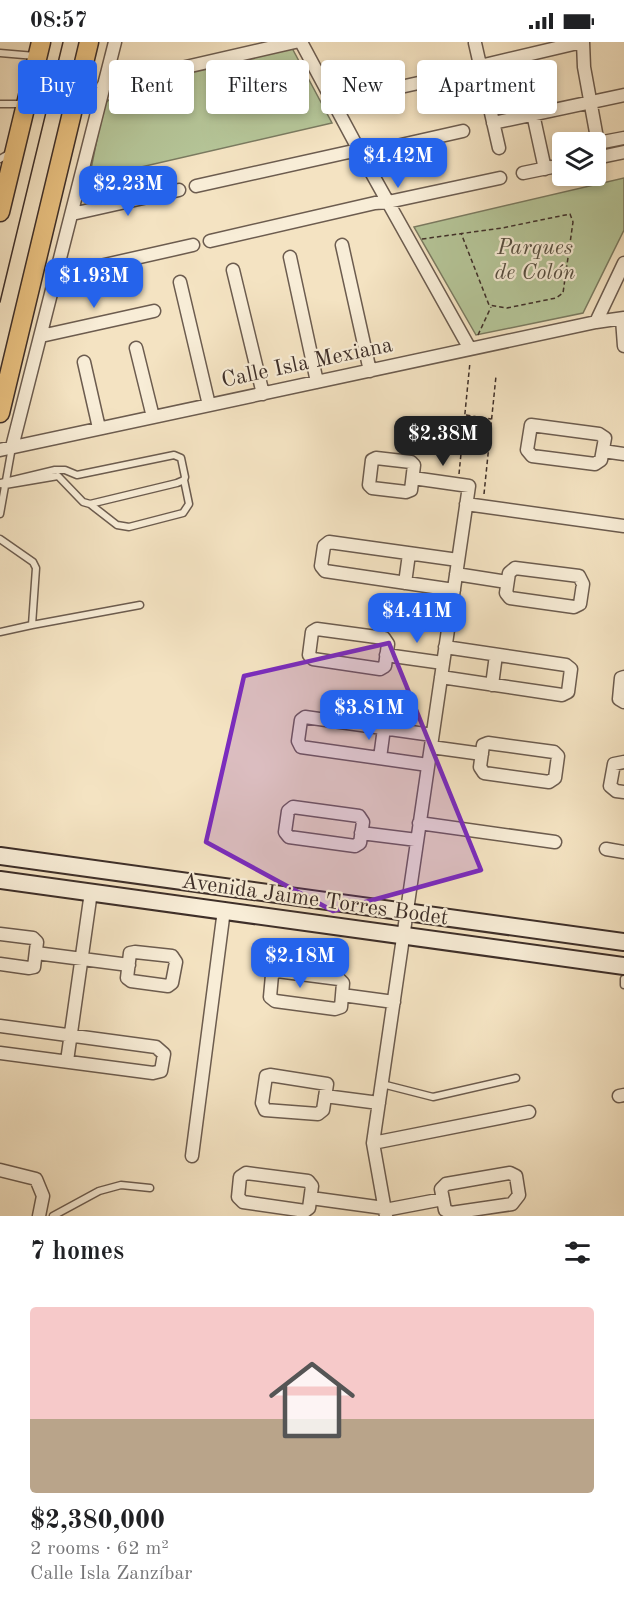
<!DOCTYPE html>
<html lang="en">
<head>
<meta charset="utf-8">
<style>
	:root { --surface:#fff; --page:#f6f6f6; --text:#202124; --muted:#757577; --accent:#2563eb }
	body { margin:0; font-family:"Old Standard TT",serif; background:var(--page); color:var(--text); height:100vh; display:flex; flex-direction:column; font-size:22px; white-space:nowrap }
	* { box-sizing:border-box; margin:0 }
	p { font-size:20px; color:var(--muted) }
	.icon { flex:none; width:33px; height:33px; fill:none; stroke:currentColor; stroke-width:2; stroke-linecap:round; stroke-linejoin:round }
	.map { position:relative; height:1174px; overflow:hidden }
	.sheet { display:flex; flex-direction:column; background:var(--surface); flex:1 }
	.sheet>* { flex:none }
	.guide { position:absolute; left:18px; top:18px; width:588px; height:54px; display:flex; gap:12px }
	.controls { position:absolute; left:552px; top:90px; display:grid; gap:12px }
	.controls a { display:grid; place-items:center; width:54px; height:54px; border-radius:6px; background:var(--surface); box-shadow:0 3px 9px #0003; font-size:30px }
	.price { position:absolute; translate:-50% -51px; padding:0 14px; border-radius:12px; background:var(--accent); color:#fff; font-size:20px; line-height:39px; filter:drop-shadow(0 2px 3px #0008) }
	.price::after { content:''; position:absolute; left:50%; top:36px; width:18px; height:14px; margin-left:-9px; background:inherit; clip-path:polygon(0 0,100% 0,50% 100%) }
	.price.selected { background:#222; color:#fff }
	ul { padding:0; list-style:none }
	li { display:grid; align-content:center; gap:12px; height:318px; padding:0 30px }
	li span { display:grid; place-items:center; height:186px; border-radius:6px; color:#555 }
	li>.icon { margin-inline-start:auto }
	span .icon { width:108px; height:108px; fill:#fffc; stroke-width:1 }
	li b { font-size:26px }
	h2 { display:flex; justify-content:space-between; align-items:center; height:72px; padding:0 30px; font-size:26px }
	.chip { padding:0 21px; border-radius:6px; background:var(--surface); box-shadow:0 3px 9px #0003; font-size:21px; line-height:54px }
	.chip.selected { background:var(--accent); color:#fff }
	.status { display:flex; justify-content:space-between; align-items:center; height:42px; padding:0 30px; background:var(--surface); direction:ltr }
	.status svg { height:16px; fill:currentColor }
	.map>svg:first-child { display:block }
</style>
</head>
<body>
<div class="status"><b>08:57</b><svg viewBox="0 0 49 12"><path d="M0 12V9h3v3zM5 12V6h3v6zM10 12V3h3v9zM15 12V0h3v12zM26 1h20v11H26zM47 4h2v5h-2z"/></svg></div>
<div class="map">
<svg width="624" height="1174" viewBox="0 0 624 1174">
	<rect width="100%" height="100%" fill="#f4e3c2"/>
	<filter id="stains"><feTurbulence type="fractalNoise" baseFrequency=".00333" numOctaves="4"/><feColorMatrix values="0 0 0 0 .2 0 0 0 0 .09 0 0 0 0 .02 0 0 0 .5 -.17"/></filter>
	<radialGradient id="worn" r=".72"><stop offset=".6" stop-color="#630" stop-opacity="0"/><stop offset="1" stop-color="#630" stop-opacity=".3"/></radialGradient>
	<!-- green -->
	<path fill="#b5c598" stroke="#7a7a60" stroke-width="1.5" d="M 292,6 L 332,81 L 89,137 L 104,62 L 126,44 Z
		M 624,136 L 624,188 L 583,271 L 476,293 L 414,185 Z"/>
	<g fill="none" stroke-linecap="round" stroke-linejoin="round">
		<!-- lane casing -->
		<g stroke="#6c5c4f" stroke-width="9">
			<path id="lane" d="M 0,11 L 35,14
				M 0,62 L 23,62
				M 0,117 L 10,111
				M 0,441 L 55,428 L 65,428 L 77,433 L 174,413 L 181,416 L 185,435 L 184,438 L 177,441 L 90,462 L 83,460 L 58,434 L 5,443 L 0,442
				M 90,462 L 117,483 L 129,485 L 183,471 L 189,462 L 184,438
				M 0,472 L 12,405
				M 0,497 L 33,520 L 36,526 L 32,583 L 0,590
				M 32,583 L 140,563
				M 624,937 L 624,943
				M 382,1042 L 433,1055 L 516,1036
				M 53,1174 L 99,1149 L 121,1143 L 150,1146"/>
		</g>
		<!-- street casing -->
		<g stroke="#6c5c4f" stroke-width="15">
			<path id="street" d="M 301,0 L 361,112 L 470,307
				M 583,0 L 584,25 L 597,96 L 603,100 L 624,96
				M 475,1 L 499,106
				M 480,24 L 582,0
				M 103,44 L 295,0
				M 333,60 L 450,34
				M 533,72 L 545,127
				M 493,81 L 624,53
				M 596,116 L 624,110
				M 523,131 L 562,123
				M 196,144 L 349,110 L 361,112 L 463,89
				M 72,172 L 179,148
				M 210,199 L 375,161 L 388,160 L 500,136
				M 342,203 L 370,329
				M 290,215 L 317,340
				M 233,228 L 263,352
				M 56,234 L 193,203
				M 180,240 L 209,363
				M 622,277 L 624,304
				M 596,280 L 624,221
				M 41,294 L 154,269
				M 136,306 L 153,375
				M 84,320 L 99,386
				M 531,383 L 599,392 L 605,396 L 601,418 L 595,422 L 532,414 L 527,408 Z
				M 12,405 L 115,0
				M 0,408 L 596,280 L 624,276
				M 603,409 L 624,412
				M 376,416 L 411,420 L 414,423 L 411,448 L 406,450 L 372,446 L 369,443 L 372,418 Z
				M 466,462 L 624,484
				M 515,526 L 579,534 L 583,542 L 580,562 L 574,565 L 510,556 L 506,551 L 509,531 Z
				M 456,532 L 507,540
				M 405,541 L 409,512
				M 454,548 L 325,529 L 321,524 L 324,504 L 329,500 L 458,518
				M 317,587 L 384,596 L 388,602 L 385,624 L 380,627 L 313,617 L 309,613 L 312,590 Z
				M 386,613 L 443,621
				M 441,635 L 562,653 L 568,650 L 571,627 L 566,623 L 445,605
				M 624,635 L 621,636 L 619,657 L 624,660
				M 492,643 L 496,613
				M 488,701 L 554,710 L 558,714 L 555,736 L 549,740 L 484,731 L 480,725 L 483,703 Z
				M 431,705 L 482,712
				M 380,716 L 384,686
				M 624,720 L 614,722 L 610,744 L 616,749 L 624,750
				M 428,723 L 301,705 L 298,699 L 301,678 L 305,675 L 432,693
				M 293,765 L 359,774 L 363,780 L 360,801 L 355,804 L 289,795 L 285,790 L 288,769 Z
				M 419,781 L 555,800
				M 361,791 L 417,798
				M 606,807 L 624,810
				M 0,892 L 33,896 L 37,900 L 34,925 L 29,926 L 0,922
				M 135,910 L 172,914 L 176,920 L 172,941 L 168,944 L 131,939 L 127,936 L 130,911 Z
				M 36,911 L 129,923
				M 277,929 L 339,937 L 343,941 L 341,965 L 335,967 L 275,959 L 270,955 L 272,933 Z
				M 342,953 L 394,960
				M 0,984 L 156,1005 L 164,1012 L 161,1029 L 153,1031 L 0,1011
				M 67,1019 L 91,850
				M 270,1033 L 327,1042 L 323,1068 L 318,1072 L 265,1068 L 262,1061 L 266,1034 Z
				M 325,1054 L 379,1061
				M 619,1054 L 624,1053
				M 373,1101 L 529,1070
				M 192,1114 L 224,868
				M 0,1128 L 36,1137 L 43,1154 L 39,1174
				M 246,1131 L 308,1139 L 312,1144 L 309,1166 L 305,1169 L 243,1160 L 238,1155 L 240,1135 Z
				M 510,1131 L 516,1134 L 519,1153 L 512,1162 L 451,1171 L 445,1168 L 441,1147 L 446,1142 Z
				M 311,1156 L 384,1166
				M 385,1168 L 443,1157
				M 386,1174 L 373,1101 L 469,444 L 413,436"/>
		</g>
		<!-- secondary casing -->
		<g stroke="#3e2f29" stroke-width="20">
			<path id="secondary" d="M 0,814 L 624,900
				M 0,838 L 624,924"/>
		</g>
		<!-- primary casing -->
		<g stroke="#3e2f29" stroke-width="21">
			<path id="primary" d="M 0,170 L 41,0
				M 0,371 L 89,0"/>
		</g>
		<!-- path -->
		<path stroke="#3e2f29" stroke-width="1.5" stroke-dasharray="4.5 3" stroke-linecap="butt" d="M 422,197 L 502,186 L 570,172 L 573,180 L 563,251 L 556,256 L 507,266 L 489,263 L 461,191
			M 478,293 L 491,265
			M 466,373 L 491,377
			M 459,432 L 470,320
			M 484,452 L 496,334"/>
		<!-- lane -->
		<use href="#lane" stroke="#f8edd7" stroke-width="6"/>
		<!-- street -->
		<use href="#street" stroke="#f8edd7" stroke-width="12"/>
		<!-- secondary -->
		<use href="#secondary" stroke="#f8edd7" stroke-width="16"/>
		<!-- primary -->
		<use href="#primary" stroke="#eac281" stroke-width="18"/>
		<!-- tram -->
		<path stroke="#3e2f29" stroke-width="1.5" d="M 0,260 L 63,0"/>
	</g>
	<!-- marked area -->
	<path fill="#7b2cbf" fill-opacity="0.2" stroke="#7b2cbf" stroke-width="4.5" stroke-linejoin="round" d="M 389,601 L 481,828 L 333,869 L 206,800 L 244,634 Z"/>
	<g text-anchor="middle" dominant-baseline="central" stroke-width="4.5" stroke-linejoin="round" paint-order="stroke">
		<!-- park labels -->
		<g font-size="22" font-style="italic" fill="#564d3f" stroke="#f8edd7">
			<text x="535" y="206">Parques<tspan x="535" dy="25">de Colón</tspan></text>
		</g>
		<!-- street labels -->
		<g font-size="22" fill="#3e2f29" stroke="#f8edd7">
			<text transform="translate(307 321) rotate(-12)">Calle Isla Mexiana</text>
			<text transform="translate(315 858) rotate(8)">Avenida Jaime Torres Bodet</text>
		</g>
	</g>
	<rect width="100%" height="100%" filter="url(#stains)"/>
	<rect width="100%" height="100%" fill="url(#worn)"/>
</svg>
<div class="controls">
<a><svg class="icon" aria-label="layers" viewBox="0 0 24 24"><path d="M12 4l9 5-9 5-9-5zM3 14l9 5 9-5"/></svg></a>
</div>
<b class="price" style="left:398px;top:147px">$4.42M</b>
<b class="price" style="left:128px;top:175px">$2.23M</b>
<b class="price" style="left:94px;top:267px">$1.93M</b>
<b class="price selected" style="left:443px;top:425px">$2.38M</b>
<b class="price" style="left:417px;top:602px">$4.41M</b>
<b class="price" style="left:369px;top:699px">$3.81M</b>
<b class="price" style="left:300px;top:947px">$2.18M</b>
<div class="guide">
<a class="chip selected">Buy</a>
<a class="chip">Rent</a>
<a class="chip">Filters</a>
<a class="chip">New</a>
<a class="chip">Apartment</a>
</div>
</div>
<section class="sheet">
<h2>7 homes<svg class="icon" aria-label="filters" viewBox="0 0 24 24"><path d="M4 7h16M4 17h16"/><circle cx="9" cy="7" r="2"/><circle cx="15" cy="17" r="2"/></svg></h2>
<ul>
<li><span style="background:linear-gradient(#f6c9c9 60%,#b9a48a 0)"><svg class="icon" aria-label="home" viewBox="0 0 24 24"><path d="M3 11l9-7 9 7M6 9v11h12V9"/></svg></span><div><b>$2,380,000</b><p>2 rooms · 62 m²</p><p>Calle Isla Zanzíbar</p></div></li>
</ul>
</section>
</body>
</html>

# TASK BRIEF
Show every line of the material that includes the string "absolute".

# WRITTEN REPLY
	.guide { position:absolute; left:18px; top:18px; width:588px; height:54px; display:flex; gap:12px }
	.controls { position:absolute; left:552px; top:90px; display:grid; gap:12px }
	.price { position:absolute; translate:-50% -51px; padding:0 14px; border-radius:12px; background:var(--accent); color:#fff; font-size:20px; line-height:39px; filter:drop-shadow(0 2px 3px #0008) }
	.price::after { content:''; position:absolute; left:50%; top:36px; width:18px; height:14px; margin-left:-9px; background:inherit; clip-path:polygon(0 0,100% 0,50% 100%) }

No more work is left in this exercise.